Exercise directions:
Line by line, copy the records below exactly and leave the pictures out.

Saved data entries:
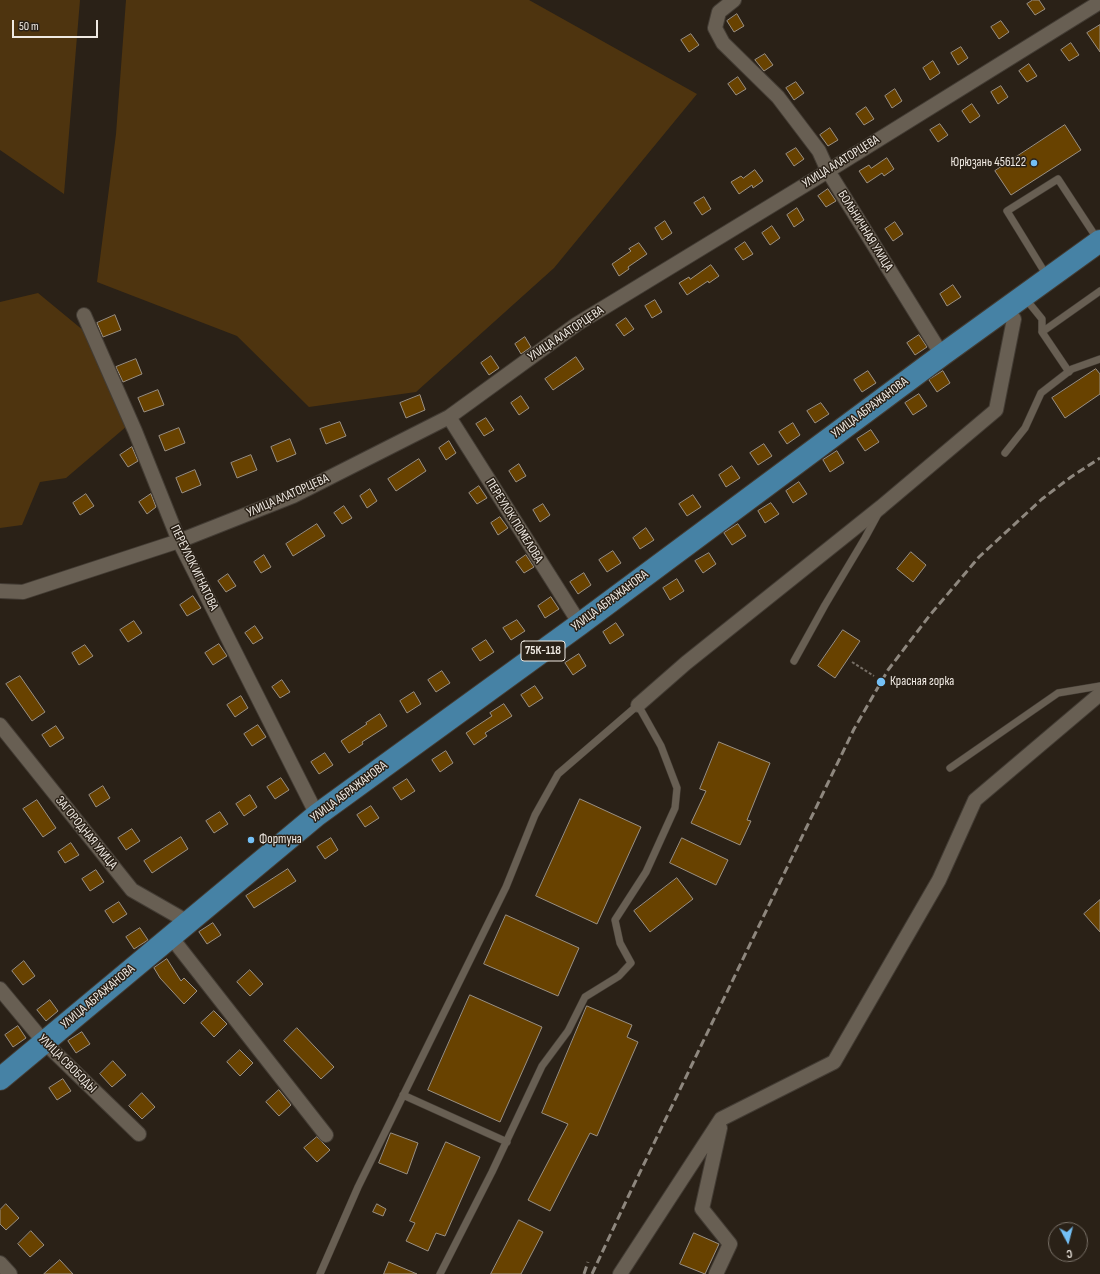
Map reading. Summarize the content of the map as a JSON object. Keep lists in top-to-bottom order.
{
  "streets": {
    "main road": ["УЛИЦА АБРАЖАНОВА", "75К-118"],
    "street": [
      "УЛИЦА АЛАТОРЦЕВА",
      "БОЛЬНИЧНАЯ УЛИЦА",
      "ПЕРЕУЛОК ПОМЕЛОВА",
      "ПЕРЕУЛОК ИГНАТОВА",
      "ЗАГОРОДНАЯ УЛИЦА",
      "УЛИЦА СВОБОДЫ"
    ]
  },
  "crossings": [
    ["УЛИЦА АЛАТОРЦЕВА", "БОЛЬНИЧНАЯ УЛИЦА"],
    ["УЛИЦА АЛАТОРЦЕВА", "ПЕРЕУЛОК ПОМЕЛОВА"],
    ["УЛИЦА АЛАТОРЦЕВА", "ПЕРЕУЛОК ИГНАТОВА"],
    ["БОЛЬНИЧНАЯ УЛИЦА", "УЛИЦА АБРАЖАНОВА"],
    ["УЛИЦА АБРАЖАНОВА", "ПЕРЕУЛОК ПОМЕЛОВА"],
    ["УЛИЦА АБРАЖАНОВА", "ПЕРЕУЛОК ИГНАТОВА"],
    ["УЛИЦА АБРАЖАНОВА", "ЗАГОРОДНАЯ УЛИЦА"],
    ["УЛИЦА АБРАЖАНОВА", "УЛИЦА СВОБОДЫ"]
  ],
  "places": ["Юрюзань 456122", "Красная горка", "Фортуна"],
  "scale_bar": "50 m",
  "north": "bottom"
}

Solution to this problem:
Map reading. Summarize the content of the map as a JSON object. Keep lists in top-to-bottom order.
{
  "streets": {
    "main road": ["УЛИЦА АБРАЖАНОВА", "75К-118"],
    "street": [
      "УЛИЦА АЛАТОРЦЕВА",
      "БОЛЬНИЧНАЯ УЛИЦА",
      "ПЕРЕУЛОК ПОМЕЛОВА",
      "ПЕРЕУЛОК ИГНАТОВА",
      "ЗАГОРОДНАЯ УЛИЦА",
      "УЛИЦА СВОБОДЫ"
    ]
  },
  "crossings": [
    ["УЛИЦА АЛАТОРЦЕВА", "БОЛЬНИЧНАЯ УЛИЦА"],
    ["УЛИЦА АЛАТОРЦЕВА", "ПЕРЕУЛОК ПОМЕЛОВА"],
    ["УЛИЦА АЛАТОРЦЕВА", "ПЕРЕУЛОК ИГНАТОВА"],
    ["БОЛЬНИЧНАЯ УЛИЦА", "УЛИЦА АБРАЖАНОВА"],
    ["УЛИЦА АБРАЖАНОВА", "ПЕРЕУЛОК ПОМЕЛОВА"],
    ["УЛИЦА АБРАЖАНОВА", "ПЕРЕУЛОК ИГНАТОВА"],
    ["УЛИЦА АБРАЖАНОВА", "ЗАГОРОДНАЯ УЛИЦА"],
    ["УЛИЦА АБРАЖАНОВА", "УЛИЦА СВОБОДЫ"]
  ],
  "places": ["Юрюзань 456122", "Красная горка", "Фортуна"],
  "scale_bar": "50 m",
  "north": "bottom"
}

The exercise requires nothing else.